> _What to work on_: What do the lines say, reproduced word for word, from the first of the entries below through the line bearing "0 5px,transparent 0"?
=== Recorded information ===
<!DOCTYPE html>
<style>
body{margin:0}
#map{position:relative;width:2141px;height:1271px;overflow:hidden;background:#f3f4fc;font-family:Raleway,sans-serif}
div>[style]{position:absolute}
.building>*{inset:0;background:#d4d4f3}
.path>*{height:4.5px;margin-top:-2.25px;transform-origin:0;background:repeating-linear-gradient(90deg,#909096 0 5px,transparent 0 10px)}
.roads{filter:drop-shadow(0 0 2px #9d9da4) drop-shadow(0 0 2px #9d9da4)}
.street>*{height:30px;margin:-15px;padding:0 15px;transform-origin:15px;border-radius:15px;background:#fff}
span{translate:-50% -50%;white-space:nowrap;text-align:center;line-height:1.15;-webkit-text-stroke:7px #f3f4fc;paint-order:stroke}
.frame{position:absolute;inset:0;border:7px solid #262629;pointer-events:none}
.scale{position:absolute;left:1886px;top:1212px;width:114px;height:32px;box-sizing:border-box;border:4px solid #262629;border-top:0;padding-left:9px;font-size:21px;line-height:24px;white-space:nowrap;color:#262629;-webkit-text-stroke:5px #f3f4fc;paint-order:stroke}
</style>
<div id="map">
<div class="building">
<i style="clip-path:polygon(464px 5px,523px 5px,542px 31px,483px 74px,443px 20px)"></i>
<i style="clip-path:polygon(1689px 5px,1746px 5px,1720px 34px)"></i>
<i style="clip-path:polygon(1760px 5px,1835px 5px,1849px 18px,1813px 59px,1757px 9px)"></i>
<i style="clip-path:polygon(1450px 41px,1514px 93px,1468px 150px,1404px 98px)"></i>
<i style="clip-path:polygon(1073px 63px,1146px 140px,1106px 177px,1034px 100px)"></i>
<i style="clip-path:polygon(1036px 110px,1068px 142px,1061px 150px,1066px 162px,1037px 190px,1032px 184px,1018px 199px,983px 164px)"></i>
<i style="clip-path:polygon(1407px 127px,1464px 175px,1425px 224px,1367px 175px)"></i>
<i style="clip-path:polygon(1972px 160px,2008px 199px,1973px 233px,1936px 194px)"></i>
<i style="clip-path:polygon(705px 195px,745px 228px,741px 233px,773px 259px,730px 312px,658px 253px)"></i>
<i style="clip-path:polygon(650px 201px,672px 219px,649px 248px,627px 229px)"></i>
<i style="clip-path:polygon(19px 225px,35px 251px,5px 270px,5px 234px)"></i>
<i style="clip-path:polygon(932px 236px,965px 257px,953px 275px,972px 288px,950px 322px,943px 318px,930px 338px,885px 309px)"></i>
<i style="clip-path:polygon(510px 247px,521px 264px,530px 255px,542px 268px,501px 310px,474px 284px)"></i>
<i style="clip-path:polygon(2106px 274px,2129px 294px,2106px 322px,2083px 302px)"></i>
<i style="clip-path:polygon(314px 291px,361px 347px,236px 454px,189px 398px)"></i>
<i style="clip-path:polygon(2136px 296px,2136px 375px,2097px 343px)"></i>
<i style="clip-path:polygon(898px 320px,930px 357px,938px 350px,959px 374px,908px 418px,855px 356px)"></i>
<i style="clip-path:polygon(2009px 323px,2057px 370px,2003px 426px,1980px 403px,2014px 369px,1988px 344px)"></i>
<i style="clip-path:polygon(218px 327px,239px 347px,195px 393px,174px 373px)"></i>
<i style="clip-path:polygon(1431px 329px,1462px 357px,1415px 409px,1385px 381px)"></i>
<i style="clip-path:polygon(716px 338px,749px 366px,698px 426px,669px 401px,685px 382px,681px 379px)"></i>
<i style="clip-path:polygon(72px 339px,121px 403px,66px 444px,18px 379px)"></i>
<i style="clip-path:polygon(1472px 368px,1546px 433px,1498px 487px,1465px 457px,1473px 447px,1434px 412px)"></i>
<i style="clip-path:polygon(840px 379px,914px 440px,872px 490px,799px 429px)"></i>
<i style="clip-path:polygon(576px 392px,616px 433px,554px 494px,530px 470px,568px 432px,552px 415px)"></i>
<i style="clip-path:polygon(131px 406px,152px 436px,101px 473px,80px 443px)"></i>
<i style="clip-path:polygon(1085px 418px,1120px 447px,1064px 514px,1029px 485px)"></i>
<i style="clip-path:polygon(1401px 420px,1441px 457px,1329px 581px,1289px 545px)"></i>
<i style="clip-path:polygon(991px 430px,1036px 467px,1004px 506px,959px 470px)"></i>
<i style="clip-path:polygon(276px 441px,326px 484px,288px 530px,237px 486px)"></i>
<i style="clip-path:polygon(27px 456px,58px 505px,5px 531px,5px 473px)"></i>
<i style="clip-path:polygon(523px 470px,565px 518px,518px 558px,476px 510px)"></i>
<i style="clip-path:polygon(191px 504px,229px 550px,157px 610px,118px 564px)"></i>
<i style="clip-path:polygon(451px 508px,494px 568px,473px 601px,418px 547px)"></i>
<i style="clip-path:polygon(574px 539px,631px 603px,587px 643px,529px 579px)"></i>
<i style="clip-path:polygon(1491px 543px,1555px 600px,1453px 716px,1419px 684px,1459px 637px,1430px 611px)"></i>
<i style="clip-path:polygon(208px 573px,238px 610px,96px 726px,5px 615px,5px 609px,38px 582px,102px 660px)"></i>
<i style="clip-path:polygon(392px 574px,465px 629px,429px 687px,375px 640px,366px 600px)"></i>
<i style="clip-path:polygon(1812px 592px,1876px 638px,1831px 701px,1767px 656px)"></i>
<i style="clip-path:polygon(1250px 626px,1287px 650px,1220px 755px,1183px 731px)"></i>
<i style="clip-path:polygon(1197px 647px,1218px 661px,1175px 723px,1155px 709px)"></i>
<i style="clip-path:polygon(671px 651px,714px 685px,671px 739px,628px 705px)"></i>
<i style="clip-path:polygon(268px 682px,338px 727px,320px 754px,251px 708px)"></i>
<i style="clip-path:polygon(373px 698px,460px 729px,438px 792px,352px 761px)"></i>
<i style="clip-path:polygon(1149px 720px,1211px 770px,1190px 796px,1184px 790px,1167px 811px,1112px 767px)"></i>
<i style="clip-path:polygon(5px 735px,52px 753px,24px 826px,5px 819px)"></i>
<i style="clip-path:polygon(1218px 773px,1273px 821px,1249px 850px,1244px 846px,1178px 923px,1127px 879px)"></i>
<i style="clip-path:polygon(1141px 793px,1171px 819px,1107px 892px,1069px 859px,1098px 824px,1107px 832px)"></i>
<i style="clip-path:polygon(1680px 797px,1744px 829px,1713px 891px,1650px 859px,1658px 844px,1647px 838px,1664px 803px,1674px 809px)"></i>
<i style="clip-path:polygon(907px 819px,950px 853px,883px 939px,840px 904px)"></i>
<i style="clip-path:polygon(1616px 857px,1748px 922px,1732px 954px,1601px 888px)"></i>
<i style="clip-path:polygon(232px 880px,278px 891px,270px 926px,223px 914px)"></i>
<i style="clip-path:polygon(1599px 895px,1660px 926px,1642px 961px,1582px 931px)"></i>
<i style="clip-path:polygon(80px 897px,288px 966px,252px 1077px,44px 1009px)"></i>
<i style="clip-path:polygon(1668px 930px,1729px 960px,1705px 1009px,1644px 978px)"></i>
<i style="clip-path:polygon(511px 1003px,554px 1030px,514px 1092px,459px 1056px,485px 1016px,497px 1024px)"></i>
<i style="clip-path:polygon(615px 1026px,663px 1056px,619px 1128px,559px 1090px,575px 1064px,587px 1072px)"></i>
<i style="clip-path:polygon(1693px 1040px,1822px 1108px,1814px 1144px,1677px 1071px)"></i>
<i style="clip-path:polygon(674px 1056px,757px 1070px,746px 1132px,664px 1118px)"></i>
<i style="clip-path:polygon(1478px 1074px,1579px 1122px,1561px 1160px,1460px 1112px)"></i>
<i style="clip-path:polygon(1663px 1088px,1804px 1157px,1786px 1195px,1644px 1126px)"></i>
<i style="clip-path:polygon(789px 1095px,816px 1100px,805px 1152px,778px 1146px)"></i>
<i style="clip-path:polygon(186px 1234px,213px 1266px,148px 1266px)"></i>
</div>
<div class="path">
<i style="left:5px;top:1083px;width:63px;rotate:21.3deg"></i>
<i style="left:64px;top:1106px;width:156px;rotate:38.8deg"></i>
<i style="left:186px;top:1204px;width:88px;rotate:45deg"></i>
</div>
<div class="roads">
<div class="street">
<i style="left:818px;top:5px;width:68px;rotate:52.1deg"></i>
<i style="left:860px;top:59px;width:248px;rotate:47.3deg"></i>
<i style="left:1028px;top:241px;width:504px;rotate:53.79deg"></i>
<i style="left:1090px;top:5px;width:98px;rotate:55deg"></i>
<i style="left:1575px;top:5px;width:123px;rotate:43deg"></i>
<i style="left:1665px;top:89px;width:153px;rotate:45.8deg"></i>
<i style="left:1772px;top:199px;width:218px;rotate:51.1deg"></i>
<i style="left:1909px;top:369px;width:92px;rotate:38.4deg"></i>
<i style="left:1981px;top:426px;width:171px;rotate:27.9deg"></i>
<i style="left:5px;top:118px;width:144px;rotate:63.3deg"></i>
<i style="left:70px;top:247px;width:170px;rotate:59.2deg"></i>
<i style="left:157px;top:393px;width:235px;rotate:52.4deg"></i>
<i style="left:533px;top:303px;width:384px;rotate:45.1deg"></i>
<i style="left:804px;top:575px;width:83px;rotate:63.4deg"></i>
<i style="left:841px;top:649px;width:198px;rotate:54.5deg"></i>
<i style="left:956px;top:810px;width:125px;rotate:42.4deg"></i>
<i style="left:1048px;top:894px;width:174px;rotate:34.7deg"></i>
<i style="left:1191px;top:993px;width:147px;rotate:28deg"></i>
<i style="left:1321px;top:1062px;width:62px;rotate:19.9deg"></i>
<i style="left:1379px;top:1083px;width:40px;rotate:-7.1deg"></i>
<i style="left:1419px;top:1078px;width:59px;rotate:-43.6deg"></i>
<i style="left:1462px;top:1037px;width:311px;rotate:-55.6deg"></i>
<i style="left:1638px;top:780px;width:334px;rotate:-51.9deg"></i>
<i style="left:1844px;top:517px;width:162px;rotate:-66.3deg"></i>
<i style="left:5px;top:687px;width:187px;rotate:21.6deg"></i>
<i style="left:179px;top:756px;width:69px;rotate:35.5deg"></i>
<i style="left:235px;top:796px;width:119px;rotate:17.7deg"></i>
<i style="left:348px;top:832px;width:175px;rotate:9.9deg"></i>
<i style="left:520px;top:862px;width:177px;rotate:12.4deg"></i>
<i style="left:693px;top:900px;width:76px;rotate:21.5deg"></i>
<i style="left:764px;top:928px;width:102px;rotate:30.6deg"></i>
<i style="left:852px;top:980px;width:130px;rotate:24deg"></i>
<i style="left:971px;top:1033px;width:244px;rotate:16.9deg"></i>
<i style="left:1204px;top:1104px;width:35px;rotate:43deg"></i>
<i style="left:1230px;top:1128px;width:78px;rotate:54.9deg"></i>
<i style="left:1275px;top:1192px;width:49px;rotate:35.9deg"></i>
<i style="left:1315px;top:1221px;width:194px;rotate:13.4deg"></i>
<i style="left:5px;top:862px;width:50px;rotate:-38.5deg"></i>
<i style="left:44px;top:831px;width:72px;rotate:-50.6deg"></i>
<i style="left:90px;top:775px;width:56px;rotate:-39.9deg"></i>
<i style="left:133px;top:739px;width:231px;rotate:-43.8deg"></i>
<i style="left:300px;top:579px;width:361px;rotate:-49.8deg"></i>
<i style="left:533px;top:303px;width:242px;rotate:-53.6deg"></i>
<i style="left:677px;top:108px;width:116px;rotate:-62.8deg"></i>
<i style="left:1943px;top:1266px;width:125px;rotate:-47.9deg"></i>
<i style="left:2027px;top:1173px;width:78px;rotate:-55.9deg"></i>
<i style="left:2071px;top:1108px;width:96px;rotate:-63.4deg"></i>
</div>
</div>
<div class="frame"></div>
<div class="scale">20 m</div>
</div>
===
> _Output for this task_:
<!DOCTYPE html>
<style>
body{margin:0}
#map{position:relative;width:2141px;height:1271px;overflow:hidden;background:#f3f4fc;font-family:Raleway,sans-serif}
div>[style]{position:absolute}
.building>*{inset:0;background:#d4d4f3}
.path>*{height:4.5px;margin-top:-2.25px;transform-origin:0;background:repeating-linear-gradient(90deg,#909096 0 5px,transparent 0 10px)}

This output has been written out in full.